Zimbabwe President Emmerson Mnangagwa says the drilling of 35 000 solar-powered boreholes, one at every village, is uppermost during his second term and he intends to complete the project within a year as a way of preventing cholera outbreaks.
He said this in his weekly column in the Sunday Mail where he said the eradication of cholera was more to do with provision of services than drugs, hospitals and clinics.
Zimbabwe has so far recorded 4 000 cases of cholera this year and just over 100 people have died. The worst outbreak was in 2008 and 2009, where over 4 000 people died.
Buhera is the worst affected district this year.
“Our country comprises 35 000 villages. While great strides have been made in providing safe water points to communities, there is still a big backlog to overcome before we get to that desired stage where all the 35 000 villages have access to clean drinking water, and functional sewer systems.
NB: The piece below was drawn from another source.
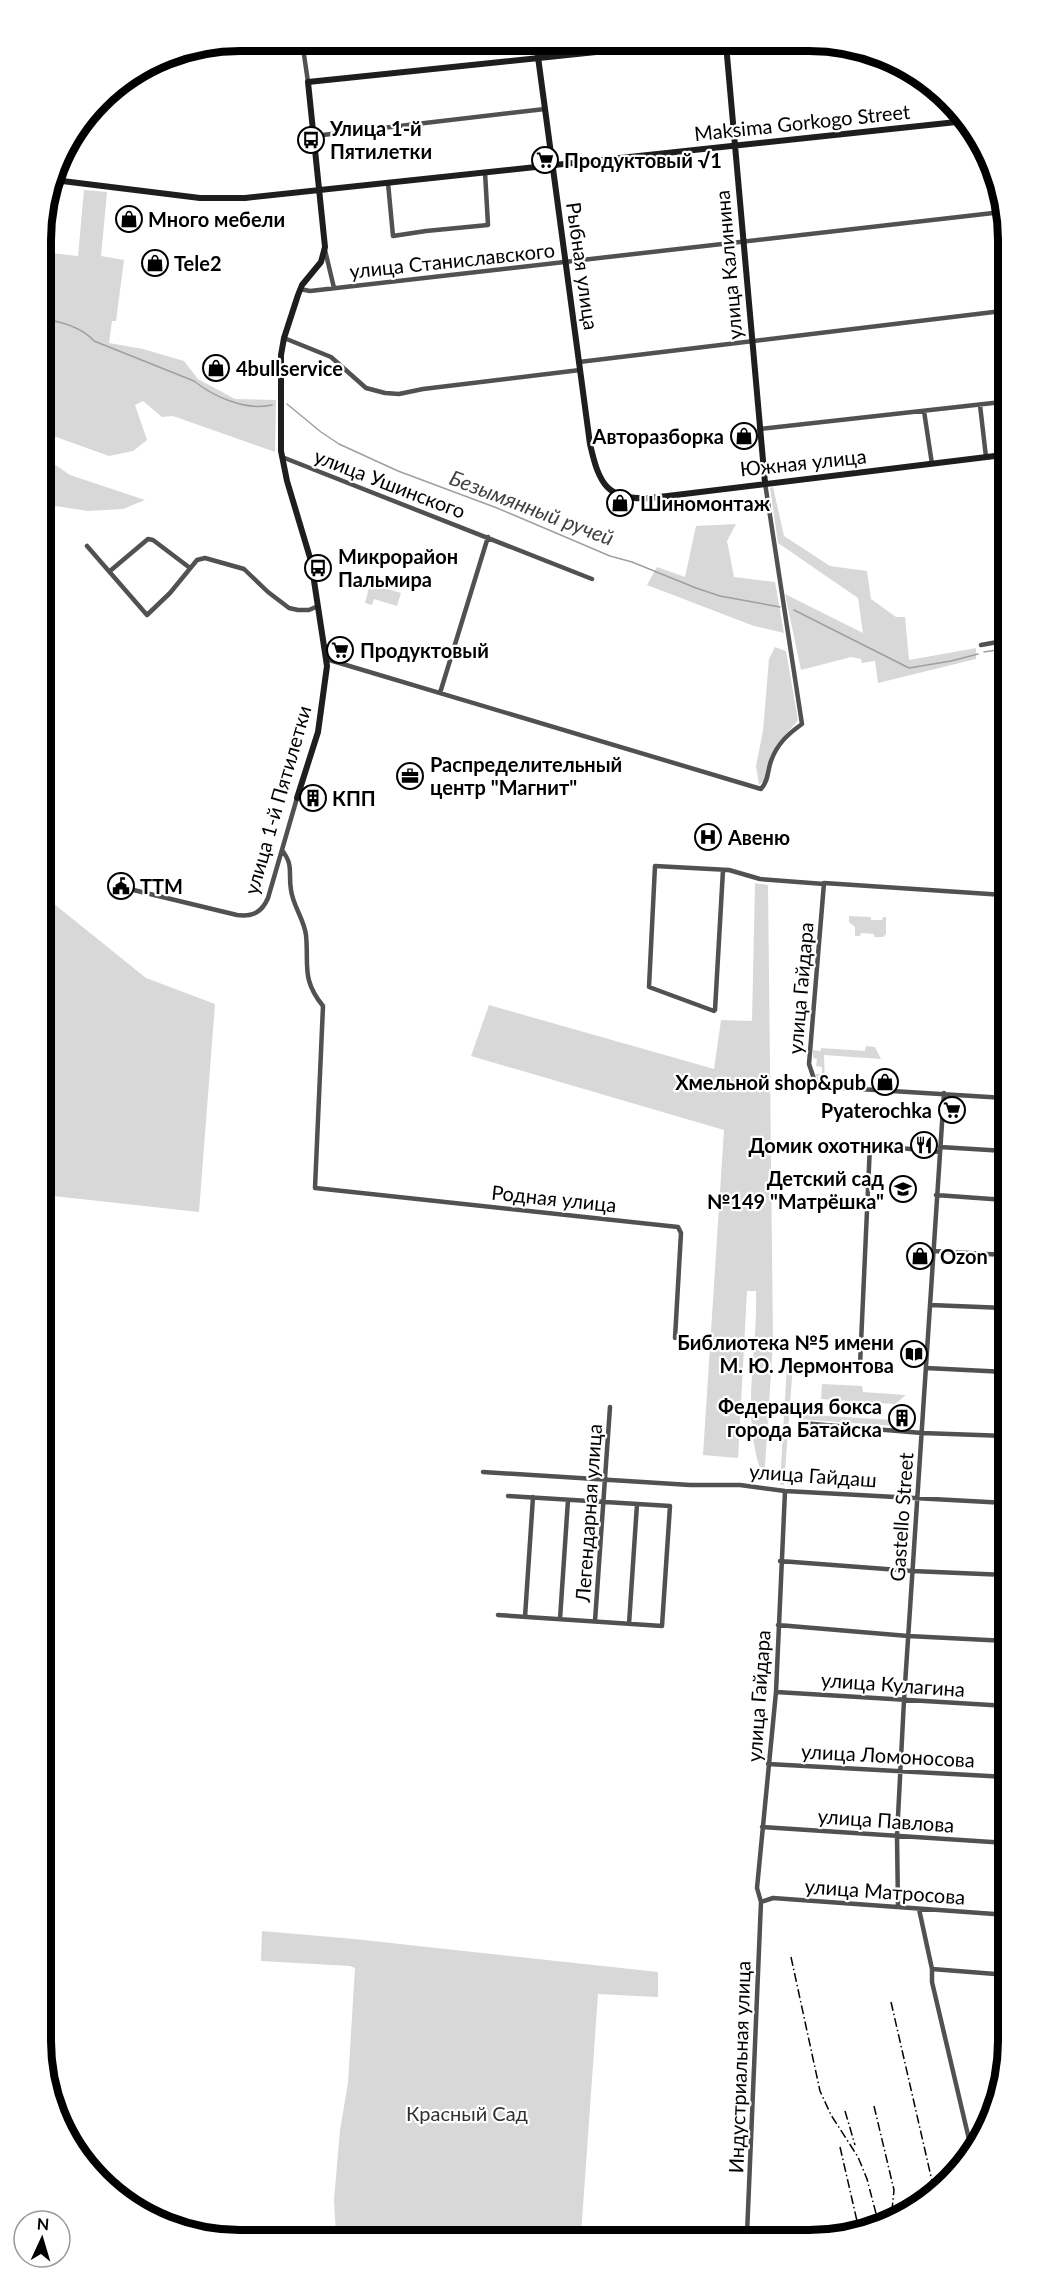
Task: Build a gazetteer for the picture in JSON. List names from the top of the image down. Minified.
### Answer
{"streets":{"street":["Maksima Gorkogo Street","улица Станиславского","улица Калинина","Рыбная улица","Южная улица","улица Ушинского","улица 1-й Пятилетки","улица Гайдара","Родная улица","улица Гайдаш","Легендарная улица","Gastello Street","улица Кулагина","улица Ломоносова","улица Павлова","улица Матросова","Индустриальная улица"]},"crossings":[["Maksima Gorkogo Street","улица Калинина"],["Maksima Gorkogo Street","Рыбная улица"],["улица Станиславского","улица Калинина"],["улица Станиславского","Рыбная улица"],["улица Станиславского","улица 1-й Пятилетки"],["улица Калинина","Южная улица"],["Рыбная улица","Южная улица"],["улица Ушинского","улица 1-й Пятилетки"],["улица 1-й Пятилетки","Родная улица"],["улица Гайдара","улица Гайдаш"],["улица Гайдара","Gastello Street"],["улица Гайдара","улица Кулагина"],["улица Гайдара","улица Ломоносова"],["улица Гайдара","улица Павлова"],["улица Гайдара","улица Матросова"],["улица Гайдара","Индустриальная улица"],["улица Гайдаш","Легендарная улица"],["улица Гайдаш","Gastello Street"],["Gastello Street","улица Кулагина"],["Gastello Street","улица Ломоносова"],["Gastello Street","улица Павлова"],["Gastello Street","улица Матросова"],["улица Матросова","Индустриальная улица"]],"water":["Безымянный ручей"],"parks":["Красный Сад"],"places":{"bus stop":["Улица 1-й Пятилетки","Микрорайон Пальмира"],"supermarket":["Продуктовый √1","Продуктовый","Pyaterochka"],"shop":["Много мебели","Tele2","4bullservice","Авторазборка","Шиномонтаж","Хмельной shop&pub","Ozon"],"office":["Распределительный центр \"Магнит\""],"building":["КПП","Федерация бокса города Батайска"],"hospital":["Авеню"],"public building":["ТТМ"],"restaurant":["Домик охотника"],"school or university":["Детский сад №149 \"Матрёшка\""],"library":["Библиотека №5 имени М. Ю. Лермонтова"]},"north":"top"}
As with urbanisation, this deficit is a key driver to recurring incidences of cholera outbreak in our country,” Mnangagwa says.
“Now that we have mapped the 35 000 villages in the country, government needs to speedily roll out a nationwide borehole drilling programme to ensure that each of these 35 000 villages has access to a clean, safe drinking water point that is solar-powered, and to which is attached a community nutritional garden.
“Such a countrywide intervention, which should be completed within a year, guarantees the defeat of cholera, while fortifying nutritional levels in all our communities.
“This far-flung programme is uppermost during my second term, as part of our Integrated Rural Development Strategy. Together with the ongoing dam construction programme and the development of irrigation projects in every district, we should be able to lift millions out of rural poverty, thus hastening the realisation of our Vision 2030,” he said.